## Given data:
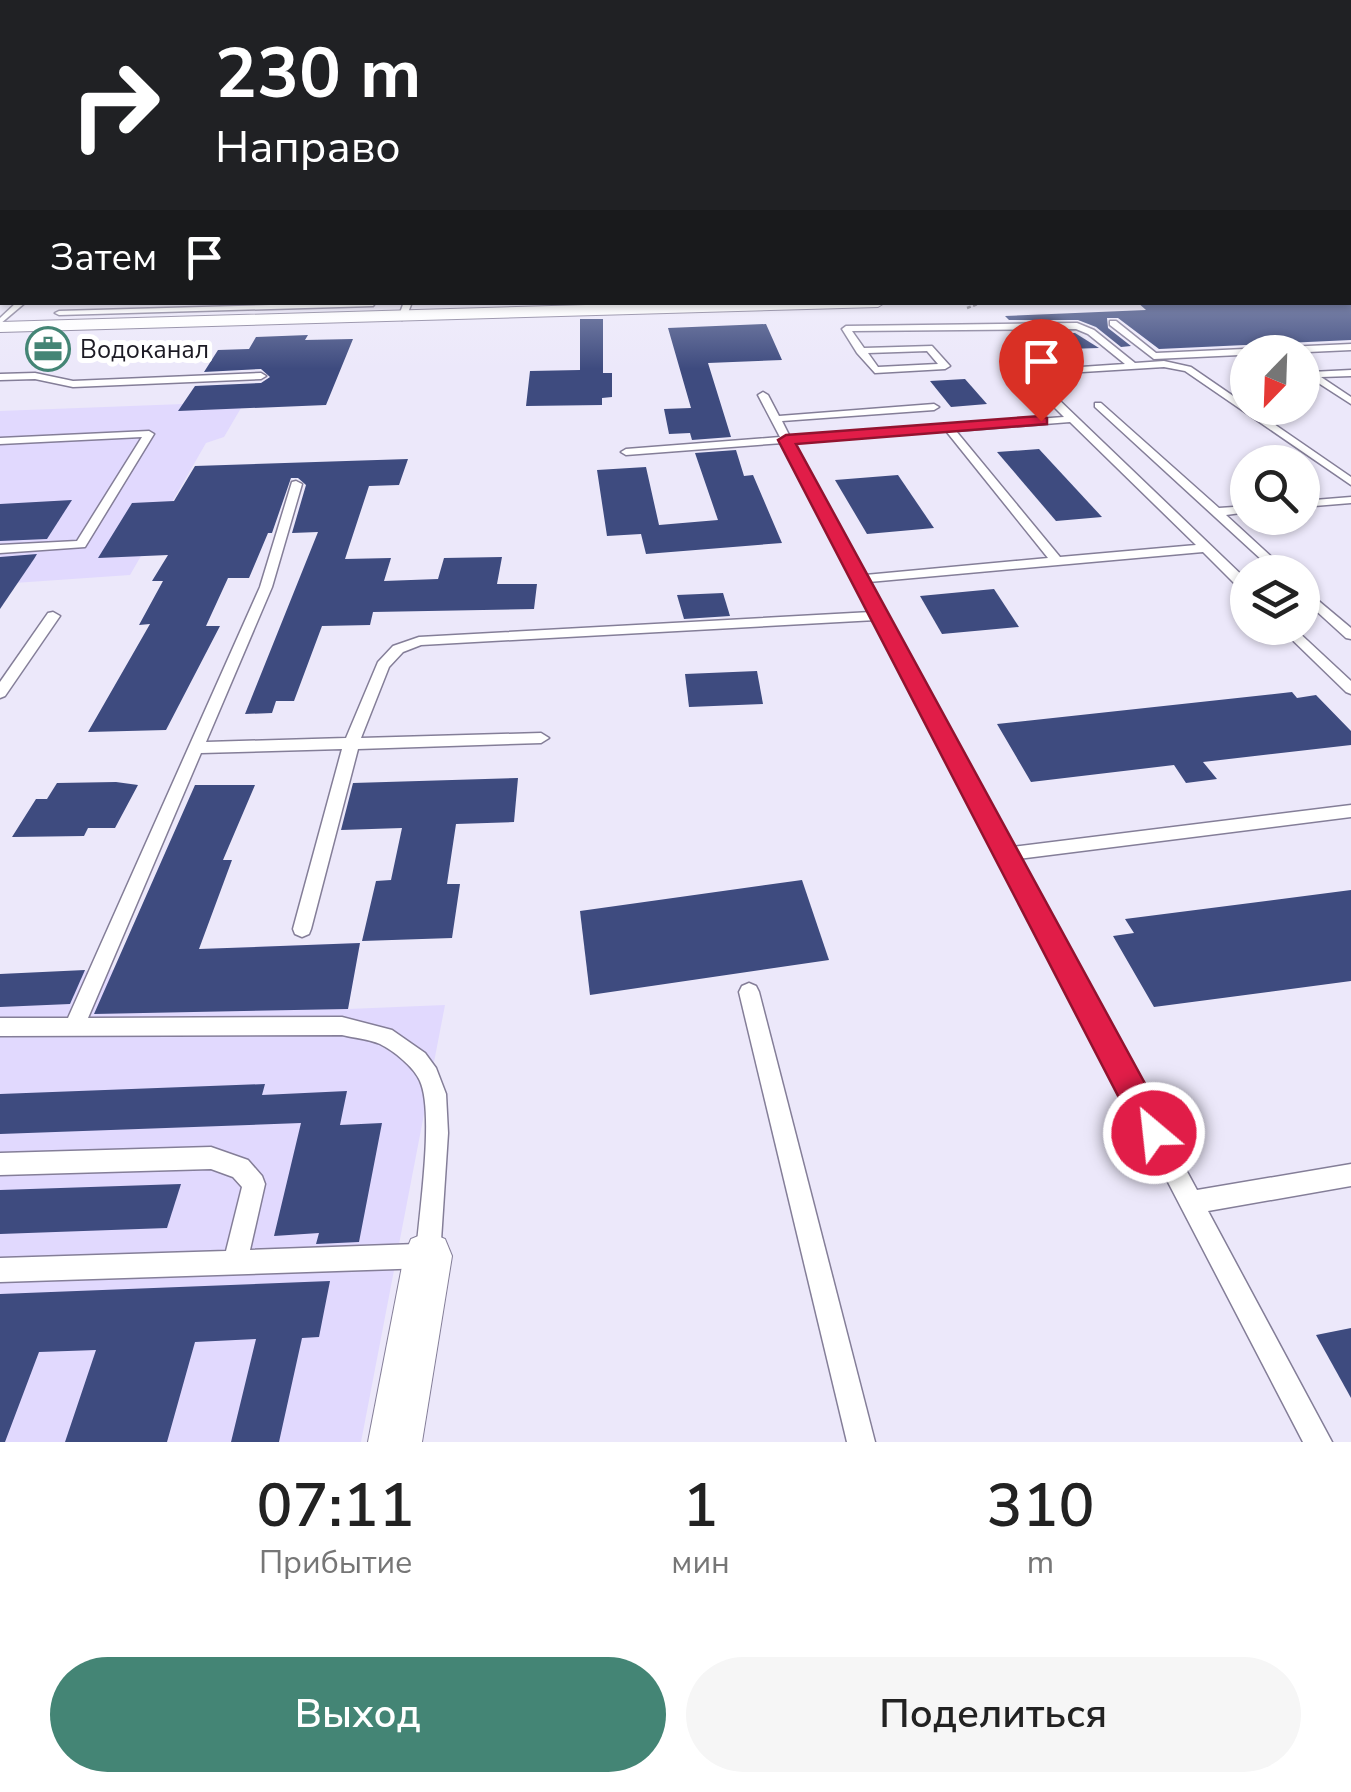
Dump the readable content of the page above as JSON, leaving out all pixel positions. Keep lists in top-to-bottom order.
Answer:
{
  "places": {
    "office": ["Водоканал"]
  },
  "north": "bottom left",
  "page": {
    "turn": ["230 m", "Направо"],
    "then": "Затем",
    "eta": [
      "07:11",
      "Прибытие",
      "1",
      "мин",
      "310",
      "m"
    ],
    "buttons": ["Выход", "Поделиться"]
  }
}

## Activity:
Produce the material above again in full, with identical lines and no pictures.

## Written solution:
Dump the readable content of the page above as JSON, leaving out all pixel positions. Keep lists in top-to-bottom order.
Answer:
{
  "places": {
    "office": ["Водоканал"]
  },
  "north": "bottom left",
  "page": {
    "turn": ["230 m", "Направо"],
    "then": "Затем",
    "eta": [
      "07:11",
      "Прибытие",
      "1",
      "мин",
      "310",
      "m"
    ],
    "buttons": ["Выход", "Поделиться"]
  }
}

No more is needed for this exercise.